DoD must be more agile to counter the rise of drones, Chairman of the Joint Chiefs of Staff says
NewsMay 09, 2024
SOF WEEK 2024 -- TAMPA, Florida. The rapid evolution and usage of inexpensive uncrewed aerial systems (UASs) and surface vessels (USVs) on the battlefield exposes a need for the U.S. Department of Defense and the defense industrial base to be more agile and able to field capabilities quicker, Gen. Charles Q. Brown Jr., Chairman of the Joint Chiefs of Staff, said during his keynote at SOF Week.
"If you think about the character of war and how it has changed, if you think about what we're seeing in Ukraine but also what we're seeing in the Middle East on one-way UASs as well as uncrewed surface vessels and everything else, I think SOF has a role," he said.
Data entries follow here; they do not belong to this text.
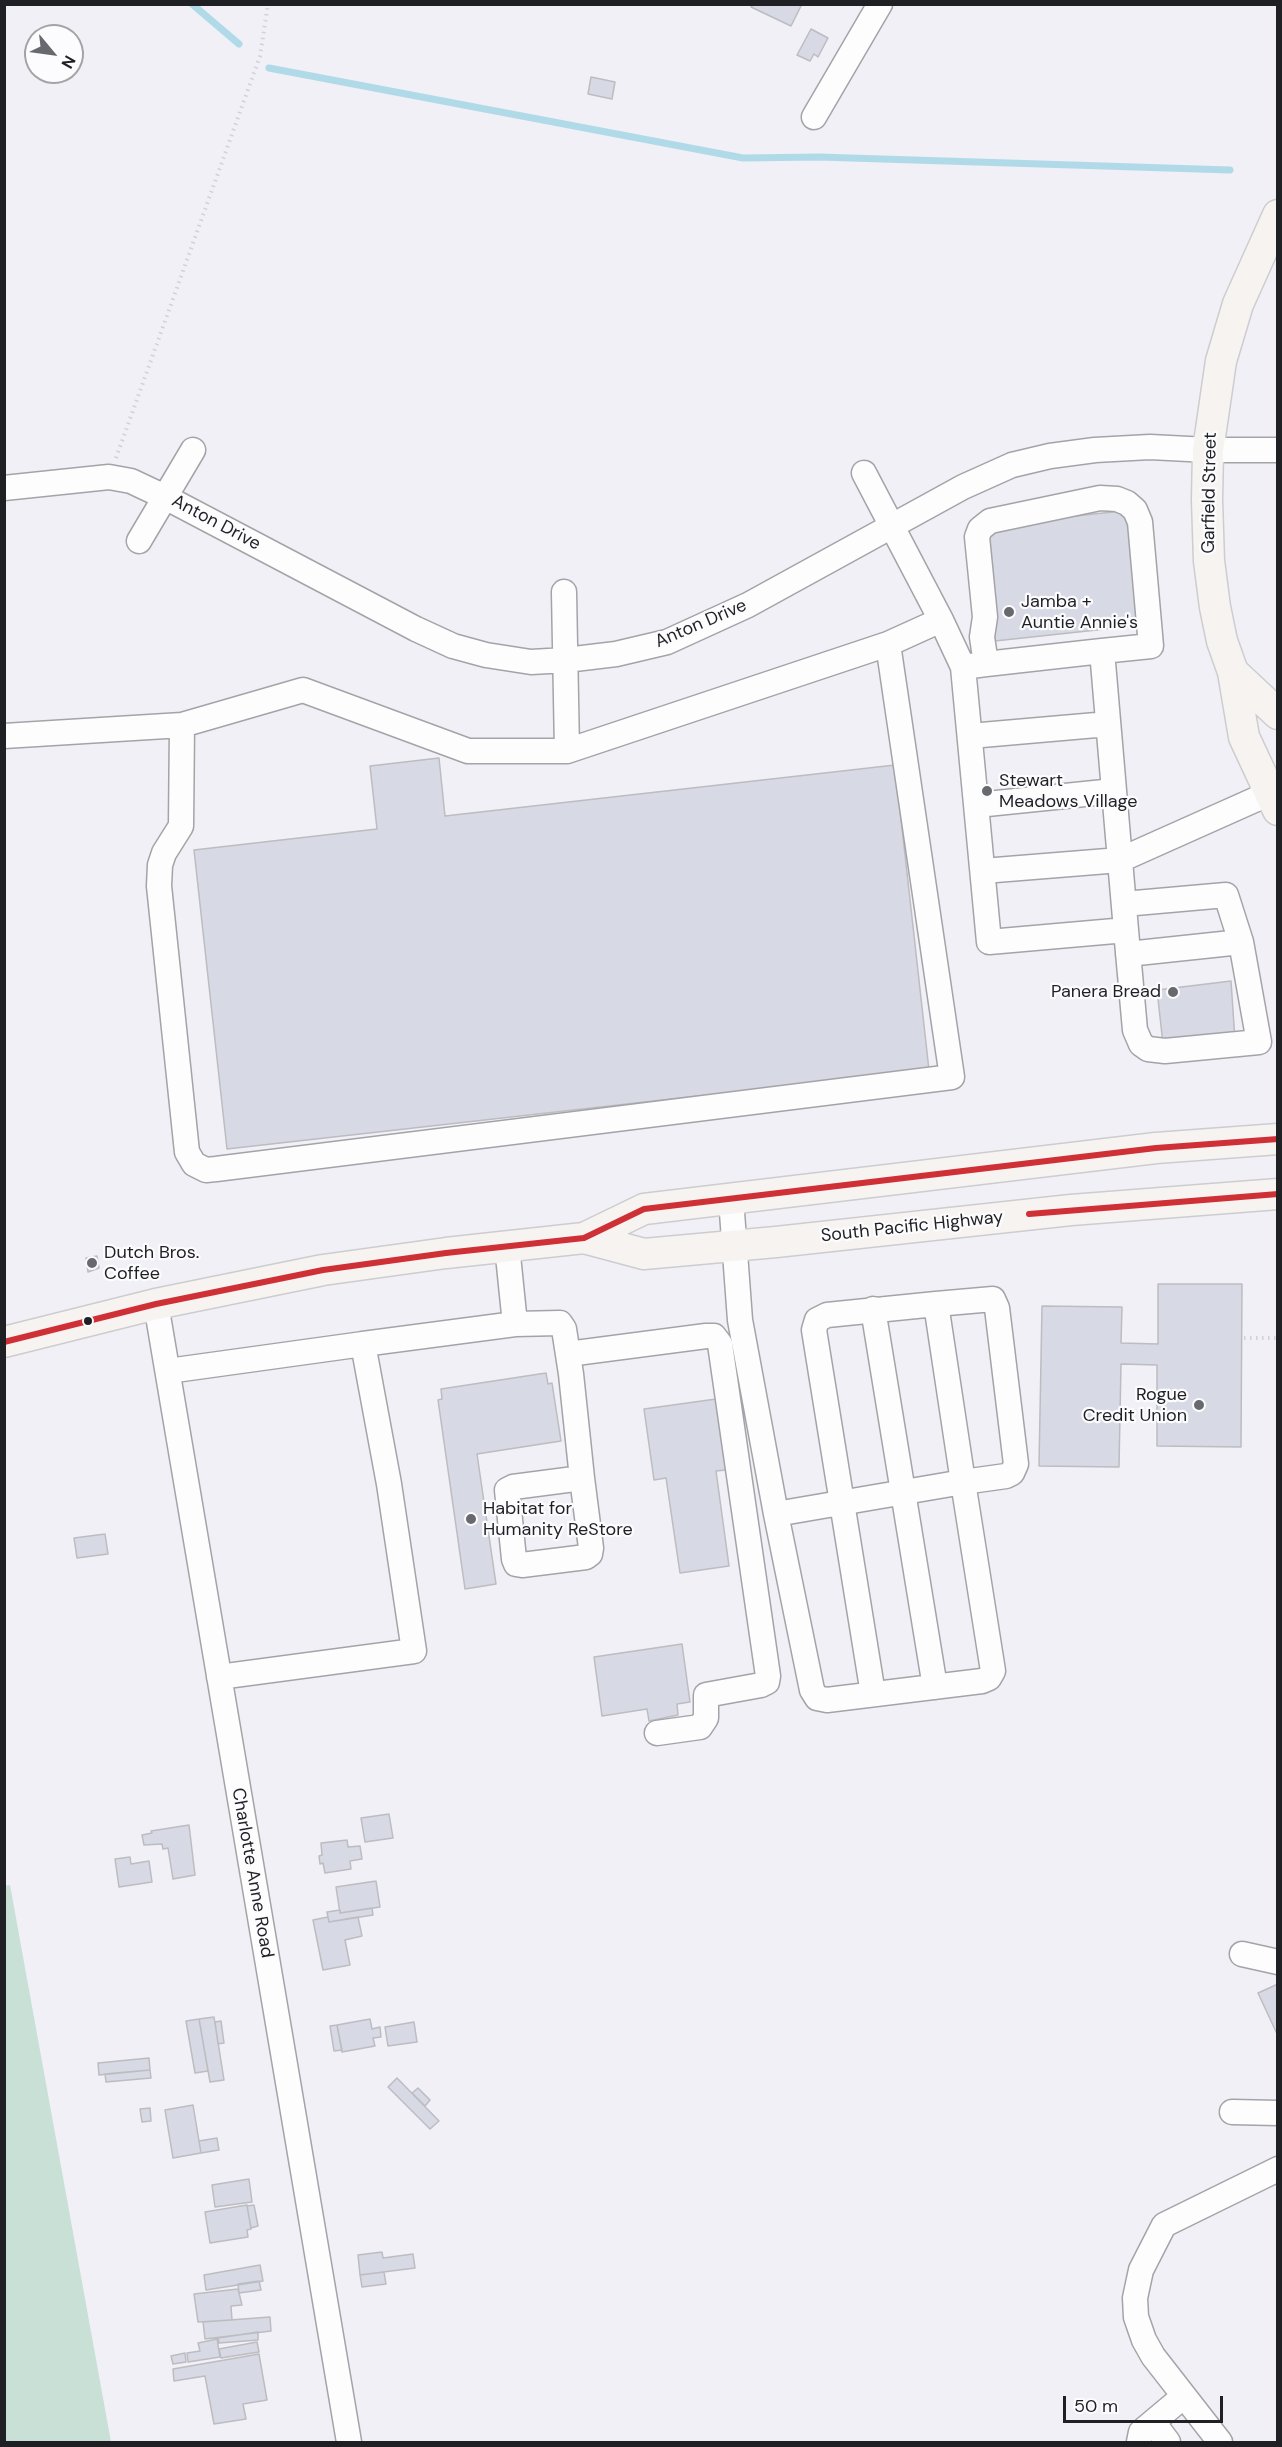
<!DOCTYPE html>
<style>
body{margin:0}
#map{position:relative;width:1282px;height:2447px;overflow:hidden;background:#f0f0f6;font-family:"DM Sans",sans-serif}
canvas{display:block}
.frame{position:absolute;inset:0;border:6px solid #1f2024;pointer-events:none}
.north{position:absolute;left:24px;top:24px;width:60px;height:60px;box-sizing:border-box;background:#fcfcfe;border:2px solid #a4a4a7;border-radius:50%;rotate:119deg;font-size:16px;font-weight:700;line-height:24px;text-align:center;color:#1f2024}
.north::after{content:'';display:block;margin:auto;width:21px;height:27px;background:#68696e;clip-path:polygon(50% 0,100% 100%,50% 72%,0 100%)}
.scale{position:absolute;left:1063px;top:2396px;width:160px;height:27px;box-sizing:border-box;border:3px solid #1f2024;border-top:0;padding-left:8px;font-size:18px;line-height:21px;white-space:nowrap;color:#1f2024;-webkit-text-stroke:4px #fcfcfe;paint-order:stroke}
</style>
<div id="map">
<canvas width="1282" height="2447"></canvas>
<div class="frame"></div>
<div class="north">N</div>
<div class="scale">50 m</div>
</div>
<script>
const g = document.querySelector('canvas').getContext('2d');
g.lineJoin = 'round';
function fillPath(path, color) { g.fillStyle = color; g.fill(path, 'evenodd'); }
const toPath = rows => new Path2D(rows.map(r => 'M' + r).join(''));
function stroke(path, color, width, dash) { g.strokeStyle = color; g.lineWidth = width; g.lineCap = dash ? 'butt' : 'round'; g.setLineDash(dash || []); g.stroke(path); }
function label(font, color, halo, rows, align = 'center') {
  g.font = font + ' "DM Sans",sans-serif'; g.lineWidth = 4.5; g.setLineDash([]); g.textBaseline = 'middle'; g.strokeStyle = halo; g.fillStyle = color; for (const [text, x, y, turn = 0] of rows) {
    g.save(); g.translate(x, y); g.rotate((+turn || 0) * Math.PI / 180); g.textAlign = isNaN(turn) ? turn : align; if (halo) g.strokeText(text, 0, 0); g.fillText(text, 0, 0); g.restore();
  }
}
fillPath(toPath([
 [10,1885,111,2442,5,2442,4,1886]
]), '#c8e0d6');
stroke(toPath([
 [192,4,239,44],
 [269,68,743,158,819,157,1230,170]
]), '#b1dae8', 7);
const building = toPath([
 [753,4,802,4,791,26,751,7,753,4],
 [811,29,828,38,818,57,814,54,810,61,797,55,811,29],
 [591,77,615,82,612,99,588,94,591,77],
 [1131,510,1143,625,995,641,982,526,1131,510],
 [439,758,445,816,895,765,929,1070,227,1149,194,850,377,829,370,766,439,758],
 [1231,981,1235,1040,1163,1044,1157,990,1231,981],
 [97,1256,99,1268,88,1272,86,1258,97,1256],
 [1158,1284,1242,1284,1241,1447,1157,1446,1157,1365,1121,1364,1119,1467,1039,1466,1042,1306,1122,1307,1121,1343,1158,1344,1158,1284],
 [546,1373,548,1384,552,1383,561,1441,477,1454,496,1584,465,1589,438,1400,442,1399,441,1389,546,1373],
 [716,1399,726,1470,716,1471,729,1566,680,1573,666,1478,654,1480,644,1409,716,1399],
 [105,1534,108,1554,77,1558,74,1538,105,1534],
 [682,1644,690,1702,677,1704,678,1715,649,1721,647,1709,602,1716,594,1657,682,1644],
 [389,1814,393,1838,365,1842,361,1818,389,1814],
 [189,1825,195,1875,173,1879,168,1848,163,1849,162,1844,144,1845,142,1835,152,1833,151,1831,189,1825],
 [347,1840,348,1847,360,1846,362,1859,350,1861,351,1869,325,1873,323,1863,320,1864,319,1856,322,1855,321,1843,347,1840],
 [130,1857,131,1864,149,1861,152,1882,119,1887,115,1859,130,1857],
 [376,1881,380,1907,340,1913,336,1887,376,1881],
 [372,1908,373,1915,329,1922,327,1912,340,1910,340,1913,372,1908],
 [328,1917,329,1922,358,1917,362,1936,345,1940,350,1965,323,1970,313,1920,328,1917],
 [1278,1984,1278,2036,1258,1993,1278,1984],
 [214,2017,224,2080,210,2082,199,2019,214,2017],
 [199,2019,208,2071,195,2073,186,2021,199,2019],
 [370,2019,372,2029,380,2027,381,2037,373,2038,375,2046,342,2052,337,2025,370,2019],
 [221,2021,224,2043,218,2044,215,2022,221,2021],
 [414,2022,417,2042,388,2046,385,2027,414,2022],
 [337,2025,342,2050,334,2051,330,2026,337,2025],
 [149,2058,150,2070,99,2075,98,2063,149,2058],
 [150,2070,151,2078,106,2082,105,2074,150,2070],
 [397,2078,439,2121,430,2129,388,2087,397,2078],
 [418,2088,430,2100,425,2106,412,2093,418,2088],
 [193,2105,201,2153,173,2158,165,2110,193,2105],
 [150,2108,151,2121,142,2122,140,2109,150,2108],
 [217,2138,219,2150,201,2153,199,2141,217,2138],
 [249,2179,252,2202,215,2207,212,2185,249,2179],
 [247,2205,251,2229,247,2230,248,2237,210,2243,205,2212,247,2205],
 [254,2205,258,2226,251,2228,247,2206,254,2205],
 [382,2252,383,2258,413,2254,415,2268,360,2275,358,2255,382,2252],
 [260,2265,263,2281,206,2290,204,2275,260,2265],
 [384,2272,386,2284,362,2287,360,2275,384,2272],
 [259,2281,261,2290,239,2293,238,2284,259,2281],
 [238,2289,242,2305,231,2306,232,2320,198,2322,194,2294,238,2289],
 [270,2317,271,2331,205,2339,203,2322,270,2317],
 [258,2332,258,2340,219,2343,218,2338,258,2332],
 [217,2339,220,2357,188,2362,187,2353,200,2351,198,2343,217,2339],
 [257,2342,259,2352,221,2358,219,2349,257,2342],
 [185,2353,186,2362,173,2364,171,2356,185,2353],
 [259,2354,267,2400,243,2404,246,2419,214,2424,205,2376,174,2381,173,2369,259,2354]
]);
fillPath(building, '#d7d9e4');
stroke(building, '#bcbcc1', 1.5);
const minor = toPath([
 [814,117,880,4],
 [864,473,941,620,963,667,989,942,1126,930],
 [4,488,109,477,131,481,165,497,416,629,453,646,486,655,531,662,566,660,616,654,667,642,748,605,963,487,1012,465,1050,456,1095,450,1150,447,1208,450,1278,450],
 [139,541,193,450],
 [888,644,941,620],
 [1102,651,1126,930,1135,1030,1141,1044,1148,1049,1165,1051,1259,1042,1241,942,1226,895,1124,904],
 [963,667,986,664,1102,651,1151,646,1140,522,1135,510,1127,503,1117,499,1100,498,990,521,980,529,977,537,985,617,982,637,986,664],
 [182,725,181,826,164,853,160,865,159,886,187,1152,194,1164,206,1170,216,1169,952,1077,888,644,567,751,564,592],
 [4,736,182,725,303,690,468,751,567,751],
 [970,736,1108,724],
 [977,805,1114,791],
 [983,871,1120,860,1270,793],
 [1128,954,1241,942],
 [731,1199,740,1320,776,1514,812,1690,817,1698,827,1700,982,1681,989,1678,993,1671,963,1482,936,1304,993,1299,997,1308,1016,1464,1012,1473,1006,1476,963,1482,776,1514],
 [507,1246,515,1324],
 [156,1304,349,2442],
 [873,1309,935,1687],
 [363,1344,515,1324,560,1323,564,1329,571,1374,582,1478,513,1487,507,1490,514,1559,516,1564,522,1565,586,1557,590,1554,591,1548,582,1478],
 [568,1354,706,1336,714,1336,720,1344,768,1676,767,1682,761,1685,706,1695,706,1718,700,1727,657,1733],
 [168,1371,363,1344,389,1484,414,1651,219,1677],
 [873,1694,814,1330,817,1320,827,1315,936,1304],
 [1242,1954,1278,1962],
 [1232,2112,1278,2113],
 [1153,2422,1168,2442],
 [1139,2442,1141,2432,1184,2396],
 [1220,2442,1153,2356,1144,2340,1136,2317,1135,2298,1141,2270,1164,2225,1278,2169]
]);
const major = toPath([
 [1278,215,1238,304,1221,361,1208,450,1207,500,1209,561,1215,607,1222,641,1233,672,1244,737,1278,810],
 [1233,672,1278,714],
 [584,1238,644,1254,776,1242,1071,1210,1278,1194],
 [4,1342,156,1304,323,1270,446,1253,584,1238,644,1209,1156,1148,1278,1139]
]);
stroke(minor, '#a4a4a8', 27);
stroke(major, '#cdcdd0', 33);
stroke(toPath([
 [116,458,260,56,268,4],
 [1244,1338,1278,1338]
]), '#d2d2d4', 4, [1.5, 4.5]);
stroke(minor, '#fdfdfe', 24);
stroke(major, '#f6f3f1', 30);
stroke(toPath([
 [1029,1214,1278,1194],
 [4,1342,156,1304,323,1270,446,1253,584,1238,644,1209,1156,1148,1278,1139]
]), '#ce3036', 6);
for (const [x, y, r, color] of [
 [1009,612,6,"#68696e"],
 [987,791,6,"#68696e"],
 [1173,992,6,"#68696e"],
 [92,1263,6,"#68696e"],
 [88,1321,5,"#1f2024"],
 [1199,1405,6,"#68696e"],
 [471,1519,6,"#68696e"]
]) { const dot = new Path2D(); dot.arc(x, y, r, 0, 2 * Math.PI); g.fillStyle = color; g.fill(dot); stroke(dot, '#fcfcfe', 2); }
label('18px', '#1f2024', '#fcfcfe', [
 ["Garfield Street",1210,493,-89],
 ["Anton Drive",216,523,28],
 ["Anton Drive",701,624,-23],
 ["South Pacific Highway",912,1227,-6],
 ["Charlotte Anne Road",252,1873,80]
]);
label('18px', '#1f2024', '#fcfcfe', [
 ["Jamba +",1021,602],
 ["Auntie Annie's",1021,623],
 ["Stewart",999,781],
 ["Meadows Village",999,802],
 ["Panera Bread",1161,992,"right"],
 ["Dutch Bros.",104,1253],
 ["Coffee",104,1274],
 ["Rogue",1187,1395,"right"],
 ["Credit Union",1187,1416,"right"],
 ["Habitat for",483,1509],
 ["Humanity ReStore",483,1530]
], 'left');
</script>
He praised SOF as an entity that "tends to lean forward" and "challenge the status quo," adding that this mindset is something the rest of the DoD needs to emulate in order to counter these threats.
"We cannot continue the same approach we've had for the last 20 years ... against a more advanced threat or a threat that's actually evolved to using marine inexpensive capability," he said. "We've got to ... get capability in the hands of the warfighters much faster than we do today."
Brown said the challenge will be figuring out how to help industry be more agile and field those capabilities quickly. Ultimately, DoD wants to get to a point where operators tell industry, "this is it, go" and then build it as quickly as possible, he said.